Honouring pain: Remembering what sustains us and building trust together, we can turn towards our pain for the world and honour it as a healthy response to the damage we perceive. Together we express and witness our feelings for the harm done to our world, past, present and future.
Seeing with new eyes: Giving voice to our pain allows us to touch how deeply it matters to us, allowing our true sense of connection with all of life to be restored or strengthened.
Going forth: Feeling this sense of interconnected caring and responsiveness we consider how to take this back into our lives and our families, workplaces and communities.
I have offered Joanna’s practices to groups around the world, as part of the two day Transition Training. We would invite groups to experiment with taking the roles of future beings, come back from a liveable future, to meet those people waking up or already taking action to change the course of destruction the industrial growth system is on. For many in the present time there would be a sense of worry, of not doing enough. The feeling from the future ones was usually one of deep gratitude; that without every single action taken today, their lives would not be possible.
I met Maeve Gavin, the weaver of the practices I have been offering for over a decade now, at a Joanna Macy workshop in Findhorn in 2009. My colleague, Jeremy, and Liz Day who organises grief tending in Norfolk, were also there. I remember Maeve’s amazing bright curly hair, and her telling me she was heading to America for a year to gather practices. To my surprise she got in touch a year later, wanting assistants to run Grief workshops in Scotland and Devon. This was the birth of the Grief Tending in Community work that Jeremy and I, and now many others, are holding.
I remember being in a Truth Mandala led by Joanna, where a kind of duet occurred between someone singing a beautiful and powerful song (“I have dreamed on this mountain, since first I was my mother’s daughter, and you can’t just take my dream away”) which just opened a channel of grief in me, bursting through without knowing or needing to know what I was grieving for.
She taught us the Elm Dance, from eastern Europe, where they remember the trees that their lives depended on, and the destruction of the forest.
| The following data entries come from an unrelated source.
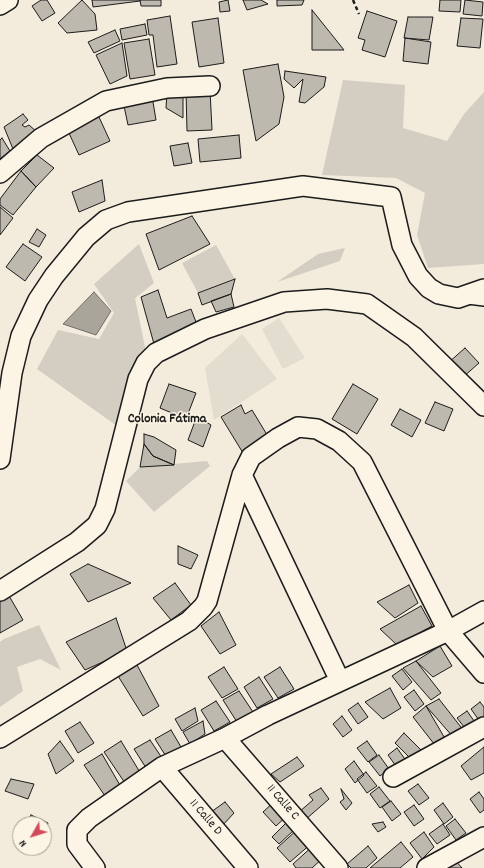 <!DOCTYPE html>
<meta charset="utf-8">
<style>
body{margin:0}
#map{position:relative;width:484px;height:868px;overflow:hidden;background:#f3ecdd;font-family:Dekko,sans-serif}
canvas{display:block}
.north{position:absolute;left:12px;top:816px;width:40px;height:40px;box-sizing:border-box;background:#fcf5e5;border:1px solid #a29e95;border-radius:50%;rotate:231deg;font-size:11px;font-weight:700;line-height:16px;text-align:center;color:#1c1c1c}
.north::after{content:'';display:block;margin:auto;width:14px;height:18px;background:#d1495b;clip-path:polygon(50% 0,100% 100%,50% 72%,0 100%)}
</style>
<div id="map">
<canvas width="484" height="868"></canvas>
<div class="north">N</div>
</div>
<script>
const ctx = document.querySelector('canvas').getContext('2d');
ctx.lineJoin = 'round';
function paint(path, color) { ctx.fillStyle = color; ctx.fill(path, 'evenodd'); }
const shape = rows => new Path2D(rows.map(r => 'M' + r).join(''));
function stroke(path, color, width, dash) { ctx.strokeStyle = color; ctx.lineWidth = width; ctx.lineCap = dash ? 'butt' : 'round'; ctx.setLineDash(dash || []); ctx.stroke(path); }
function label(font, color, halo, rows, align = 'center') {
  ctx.font = font + ' Dekko,sans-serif'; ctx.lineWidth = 3; ctx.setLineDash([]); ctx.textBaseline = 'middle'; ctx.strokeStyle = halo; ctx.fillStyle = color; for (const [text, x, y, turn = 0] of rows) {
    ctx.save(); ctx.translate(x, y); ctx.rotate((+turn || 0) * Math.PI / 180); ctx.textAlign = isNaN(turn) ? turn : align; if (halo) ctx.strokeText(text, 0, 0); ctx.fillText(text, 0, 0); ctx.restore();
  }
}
const built = shape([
 [279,318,305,358,283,369,262,329],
 [242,334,277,379,214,420,205,368]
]);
const green = shape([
 [343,80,405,85,403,128,447,141,464,114,484,92,484,264,428,268,417,235,425,193,396,178,322,175],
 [139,244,154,283,134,299,135,298,149,367,117,426,37,369,58,330,99,339,114,313,94,284],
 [216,245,235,279,198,293,182,263],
 [345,248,340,261,277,282,318,254],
 [207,461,210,466,154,512,126,481,140,467],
 [39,625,61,670,40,659,17,667,23,691,0,707,0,642,4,639]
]);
const water = shape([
 [94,292,111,311,96,335,63,324,94,292]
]);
const building = shape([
 [41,0,47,0,55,13,42,21,32,6,41,0],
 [82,0,95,14,97,30,67,33,58,23,82,0],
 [92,0,140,0,140,1,93,7,92,0],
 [140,0,161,0,161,6,141,6,140,0],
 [228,0,230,11,220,12,219,2,228,0],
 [243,0,261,0,268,4,247,10,243,0],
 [277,0,304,0,302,5,277,6,277,0],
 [440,0,461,0,460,12,439,11,440,0],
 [465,0,483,2,482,16,463,14,465,0],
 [312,10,344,50,312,50,312,10],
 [367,11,397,21,385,57,362,50,365,40,358,38,367,11],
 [170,16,177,64,157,67,153,35,149,35,147,20,170,16],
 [408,17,433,17,429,40,404,38,408,17],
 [218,18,224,63,199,67,192,22,218,18],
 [461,18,483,19,480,48,457,46,461,18],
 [145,24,147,35,122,40,120,29,145,24],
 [115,30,120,41,94,53,88,42,115,30],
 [405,38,431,42,428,64,403,61,405,38],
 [149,39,155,75,130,79,124,43,149,39],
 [122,43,127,76,110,84,96,55,122,43],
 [278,64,284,97,279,124,256,141,243,70,278,64],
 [285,71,326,77,324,87,305,103,299,102,303,79,294,88,284,79,285,71],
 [210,90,212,130,187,131,186,91,210,90],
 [167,91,183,96,183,118,166,108,167,91],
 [152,96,156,120,128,125,123,101,152,96],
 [23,114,28,120,22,125,25,127,29,125,37,132,13,149,4,127,23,114],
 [99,117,110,141,79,155,68,131,99,117],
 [239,135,241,158,200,162,198,139,239,135],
 [2,138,10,151,0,159,0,140,2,138],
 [188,143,192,163,174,166,170,146,188,143],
 [37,155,54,168,36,187,21,171,37,155],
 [21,171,36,187,13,215,0,205,0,199,21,171],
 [102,180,105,201,79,212,72,192,102,180],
 [0,207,13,218,0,235,0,207],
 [192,216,210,244,159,270,146,234,192,216],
 [37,229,46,235,39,247,29,242,37,229],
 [23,244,42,257,25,281,6,267,23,244],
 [235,279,231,294,202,305,198,293,235,279],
 [158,290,167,318,191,309,196,322,161,348,154,344,141,297,158,290],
 [231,294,234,307,216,312,211,301,231,294],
 [465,348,479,363,462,378,448,363,465,348],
 [169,384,196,393,186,419,160,408,169,384],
 [353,384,378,399,357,434,332,419,353,384],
 [435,402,453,409,444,431,425,423,435,402],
 [241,405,245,414,252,410,269,438,243,453,221,417,241,405],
 [400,409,421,420,412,437,391,425,400,409],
 [197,416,211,425,203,447,188,440,197,416],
 [144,434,154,437,176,450,174,465,153,456,144,444,144,434],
 [144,444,153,456,174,465,140,467,144,444],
 [178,546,198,555,191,569,178,564,178,546],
 [88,564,131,583,88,602,70,574,88,564],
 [175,583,191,605,171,620,153,598,175,583],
 [409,585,418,603,395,618,377,602,409,585],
 [8,594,23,620,0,633,0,599,8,594],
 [421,606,432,626,397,645,380,629,421,606],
 [219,612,236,645,220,654,201,626,219,612],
 [116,618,127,651,85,670,66,642,116,618],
 [440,646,452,666,433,677,416,661,440,646],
 [416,661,441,693,431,700,403,668,416,661],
 [137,665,159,706,143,716,118,676,137,665],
 [224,667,238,689,222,698,208,677,224,667],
 [280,667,294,689,278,698,264,677,280,667],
 [402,669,412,682,403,690,392,676,402,669],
 [259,677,273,699,257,708,244,687,259,677],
 [390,688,401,708,383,719,365,702,390,688],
 [414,690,424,704,415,711,404,697,414,690],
 [239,691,253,712,237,722,223,700,239,691],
 [439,699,464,731,454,738,426,706,439,699],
 [216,701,230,722,214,731,201,710,216,701],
 [480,702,484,707,484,721,481,723,471,709,480,702],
 [358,703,368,717,358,724,348,710,358,703],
 [426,706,447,742,438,749,413,717,426,706],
 [195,708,198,721,182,731,175,719,195,708],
 [467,711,477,725,468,732,457,718,467,711],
 [342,716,352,730,343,737,333,724,342,716],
 [203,721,205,734,190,744,183,732,203,721],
 [80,722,94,743,78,753,65,731,80,722],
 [171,730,184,752,169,761,155,739,171,730],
 [404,733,425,754,416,764,395,743,404,733],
 [150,740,164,761,148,771,134,749,150,740],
 [60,741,74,761,56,774,48,754,60,741],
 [121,741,141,774,125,783,104,752,121,741],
 [367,741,377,755,368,762,357,748,367,741],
 [484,747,484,773,471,780,461,766,484,747],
 [397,748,407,762,398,769,388,755,397,748],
 [102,754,121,787,105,796,84,765,102,754],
 [379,755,389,769,380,776,369,762,379,755],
 [297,757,304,766,280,782,271,774,297,757],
 [354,761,364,775,355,783,345,769,354,761],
 [366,772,377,786,367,793,357,779,366,772],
 [11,779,34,784,28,799,5,791,11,779],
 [418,784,429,798,419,805,408,791,418,784],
 [379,787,390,801,380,808,370,794,379,787],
 [321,788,329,799,305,820,299,812,313,800,309,795,321,788],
 [341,789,352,803,346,810,340,802,344,799,341,789],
 [479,792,484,799,484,810,480,813,470,799,479,792],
 [275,801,289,814,276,826,263,812,275,801],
 [391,801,401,814,392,821,382,807,391,801],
 [225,802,234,813,222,826,211,812,225,802],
 [443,803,453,817,444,824,434,810,443,803],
 [414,805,424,819,414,826,404,812,414,805],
 [31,815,48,823,44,834,44,824,26,824,31,815],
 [455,819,466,833,456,840,446,826,455,819],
 [287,822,294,830,279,844,272,837,287,822],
 [383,822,386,827,378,832,372,824,383,822],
 [443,824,450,835,437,844,429,834,443,824],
 [299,828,312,843,290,862,277,848,299,828],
 [424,832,434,847,422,859,410,843,424,832],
 [401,842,413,857,400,868,370,868,401,842],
 [314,845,324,857,312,868,296,868,293,864,314,845],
 [368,846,377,858,366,868,351,868,347,864,368,846],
 [454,859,462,868,439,868,454,859]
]);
const path = shape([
 [353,0,359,14]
]);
const service = shape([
 [468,299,484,301]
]);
const minor = shape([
 [0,5,8,0],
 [0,173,41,138,106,101,167,88,210,86],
 [0,459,12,373,21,336,38,300,54,276,86,237,106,220,128,212,303,186,391,197,402,245,418,276,429,288,439,294,458,298,484,289],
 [242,475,340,681],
 [0,591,77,542,97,525,105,509,138,379,146,363,156,353,205,329,284,302,327,299,367,304,414,337,484,406],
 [0,738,189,621,203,607,207,601,242,475,251,457,278,438,298,427,317,429,339,441,362,462,448,631,484,673],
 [225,738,338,868],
 [162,767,248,868],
 [393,777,484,727],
 [95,868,77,844,77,830,89,818,162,767,225,738,268,715,448,631,484,611],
 [427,868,484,837]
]);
const streetNames = [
 ["11 Calle C",282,803,49],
 ["11 Calle D",205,818,49]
];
const neighbourhoodNames = [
 ["Colonia Fátima",167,420]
];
paint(built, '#e3ddcf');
paint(green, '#d3cec1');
paint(water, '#aaa59b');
stroke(water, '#716e68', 1);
paint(building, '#beb9ae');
stroke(building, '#1c1c1c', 1);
stroke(service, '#1c1c1c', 12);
stroke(minor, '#1c1c1c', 22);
stroke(path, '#1c1c1c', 2.5, [4, 3]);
stroke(service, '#fcf5e5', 9);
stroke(minor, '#fcf5e5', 19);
label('13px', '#1c1c1c', '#fcf5e5', streetNames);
label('bold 14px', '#1c1c1c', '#fcf5e5', neighbourhoodNames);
</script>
When Joanna came to Devon in 2010 with her long time assistant, Annie Symens-Bucher, we met in less formal ways. I think she found my concern for her well being quite irritating – just because she was in her late 80s and near the end of a fully scheduled 2 week tour didn’t mean she needed to rest! I want to also honour Annie’s work, that there is often someone supporting a well known leader or teacher, whose work is less visible, but whose generosity, organising skills and service is also invaluable. Thank you Annie for all have done, and still do, to support this work in the world.
Above all I want to honour Joanna. Your fierce intelligence, dedication to being alive, responsive and responsible in these times, your bright humour and poetic beauty continued to the end. May your spirit travel well, and your work continue to flow through the many many channels you opened for it in your lifetime. It is powerful, and so vital in these times.
You can find information about Joanna’s work on her website. There are global networks of facilitators of the Work that Reconnects, and you can read about her insights and practices in her books. For a general guide to the Work that Reconnects I recommend Coming Back to Life, or the more recent Active Hope.